Kommen Kontroversen und Individualismus der Mode wirklich zugute? Das Paradoxon von Luxus und Inklusivität mit Philippe Pourhashemi
Mode liebt Drama. Es ist das, wofür es geboren wurde und was es ihm ermöglicht hat, die Jahrhunderte zu überdauern, vom Klatsch am Hof von Versailles bis zur Fehde zwischen Coco Chanel und Elsa Schiaparelli. Das Problem ist, dass Kontroversen heute, mit der Digitalisierung der exklusivsten Sendungen und dem Anstieg der Barrierefreiheit als Trend, zu einer gefährlicheren Waffe geworden sind als je zuvor.

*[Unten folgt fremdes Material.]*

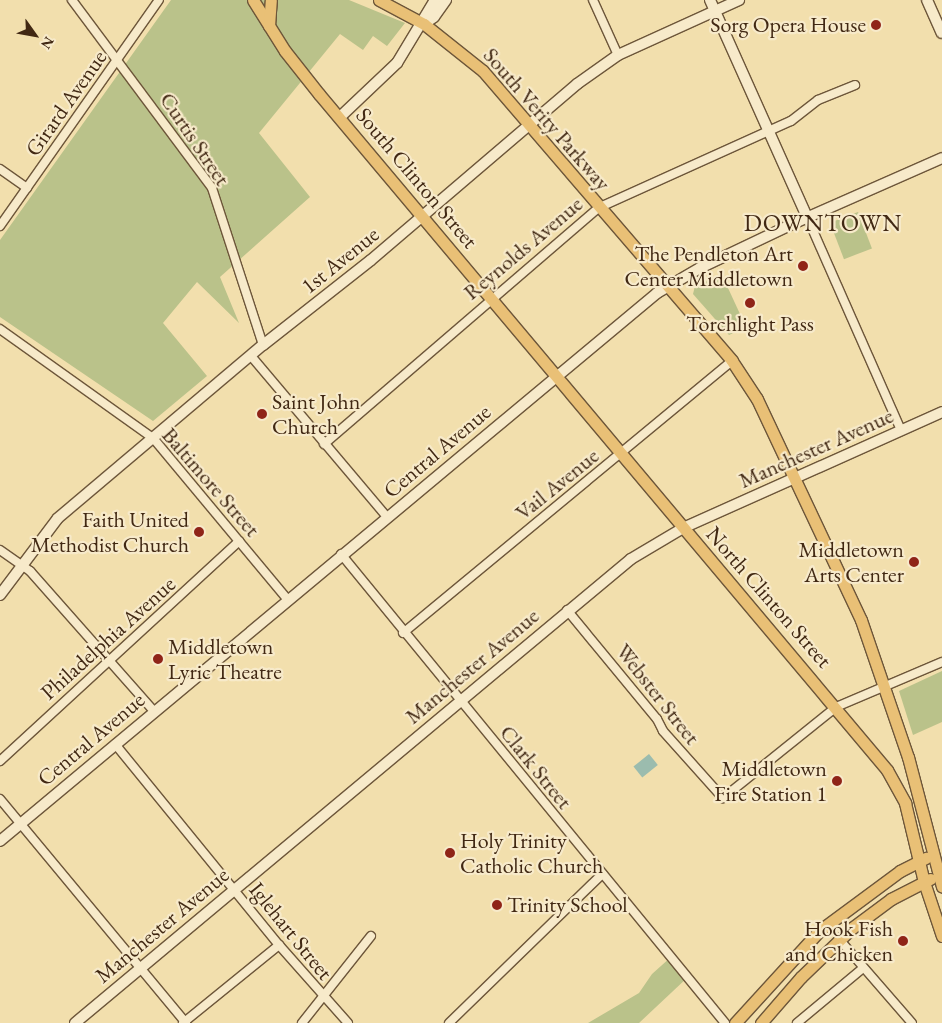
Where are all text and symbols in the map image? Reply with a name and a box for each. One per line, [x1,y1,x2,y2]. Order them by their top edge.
north arrow [10,10,60,60]
place label: Sorg Opera House [710,12,866,38]
marker: Sorg Opera House [870,19,882,31]
text: N [37,33,58,53]
street label: South Verity Parkway [478,42,616,196]
street label: Girard Avenue [20,45,112,161]
street label: Curtis Street [154,87,236,191]
street label: South Clinton Street [351,102,483,254]
street label: Reynolds Avenue [458,191,588,305]
district label: DOWNTOWN [743,209,903,237]
street label: 1st Avenue [296,221,384,299]
place label: The Pendleton Art Center Middletown [624,240,793,292]
marker: The Pendleton Art Center Middletown [797,260,809,272]
marker: Torchlight Pass [744,297,756,309]
place label: Torchlight Pass [686,311,814,337]
place label: Saint John Church [272,388,360,440]
street label: Central Avenue [378,399,496,503]
street label: Manchester Avenue [735,402,897,494]
marker: Saint John Church [256,408,268,420]
street label: Baltimore Street [156,422,266,542]
street label: Vail Avenue [510,442,604,526]
place label: Faith United Methodist Church [31,506,189,558]
street label: North Clinton Street [701,521,837,673]
marker: Faith United Methodist Church [193,526,205,538]
place label: Middletown Arts Center [799,536,904,588]
marker: Middletown Arts Center [908,556,920,568]
street label: Philadelphia Avenue [35,571,181,705]
street label: Manchester Avenue [400,602,544,730]
place label: Middletown Lyric Theatre [168,633,282,684]
street label: Webster Street [610,638,706,750]
marker: Middletown Lyric Theatre [152,653,164,665]
street label: Central Avenue [32,687,150,791]
street label: Clark Street [494,720,578,814]
place label: Middletown Fire Station 1 [714,755,827,806]
marker: Middletown Fire Station 1 [831,775,843,787]
place label: Holy Trinity Catholic Church [460,827,603,878]
marker: Holy Trinity Catholic Church [444,847,456,859]
street label: Manchester Avenue [90,861,234,989]
street label: Iglehart Street [244,877,338,985]
place label: Trinity School [507,892,627,918]
marker: Trinity School [491,899,503,911]
place label: Hook Fish and Chicken [785,915,893,966]
marker: Hook Fish and Chicken [897,935,909,947]

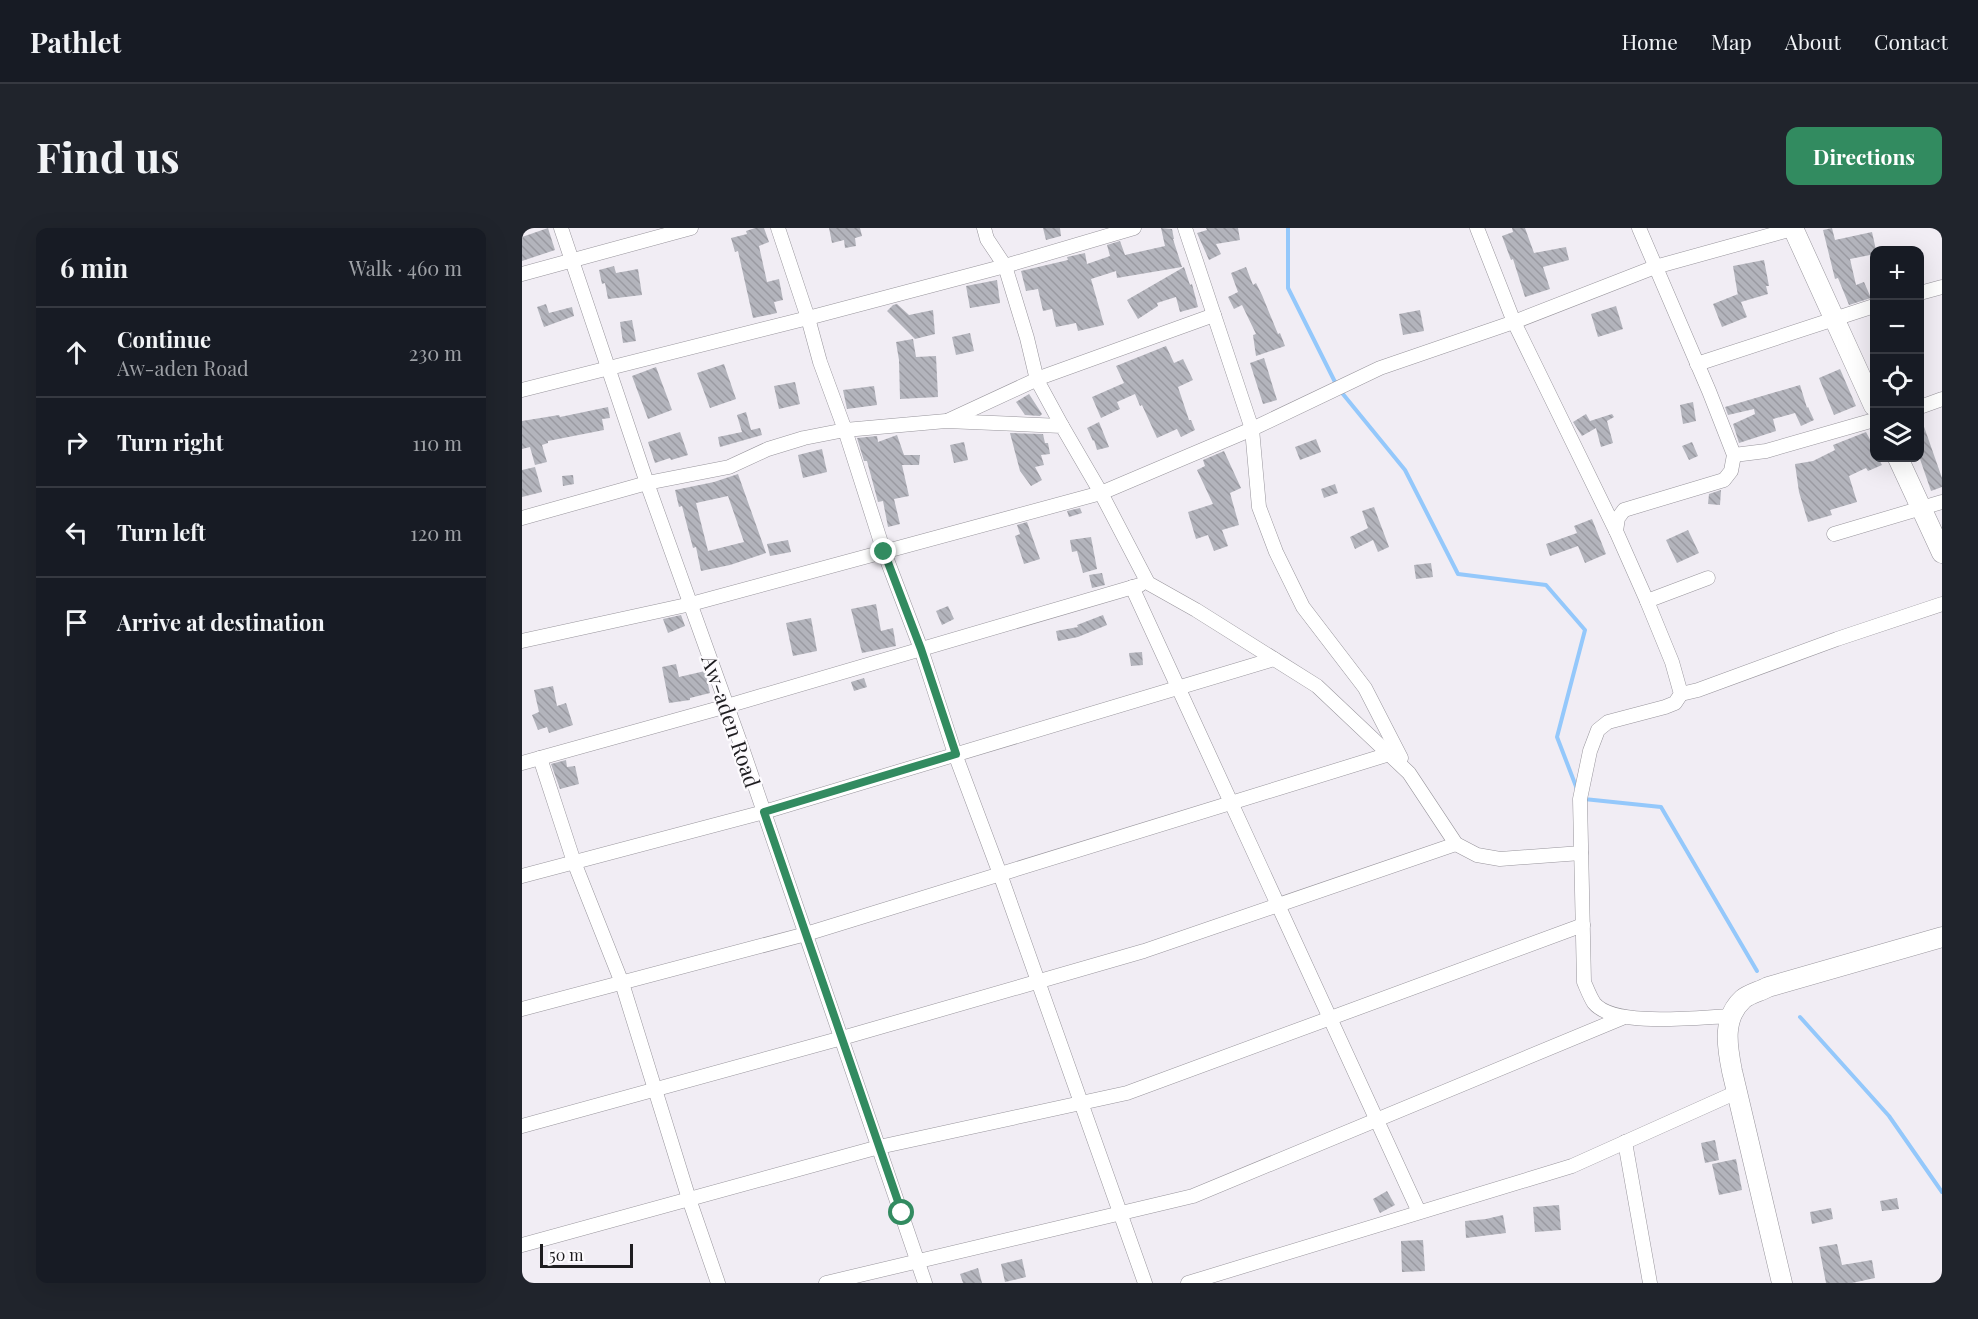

In einer Zeit, in der sich die Branche für zunehmend demokratisch und inklusiv erklärt, wird die Grenze zwischen persönlicher Sichtbarkeit und kollektiver Sache immer dünner.
Einerseits sorgen Kontroversen für Öffentlichkeitsarbeit — wie die unzähligen Beispiele aus Demnas Ära in Balenciaga gezeigt haben —, andererseits riskieren sie, wenn sie schlecht geplant sind, den Ruf ihres Schöpfers zu gefährden. Aus diesem Grund ist es in der modernen Modeindustrie immer besser zu vermeiden, kollektive Initiativen in eine Übung des persönlichen Brandings umzuwandeln.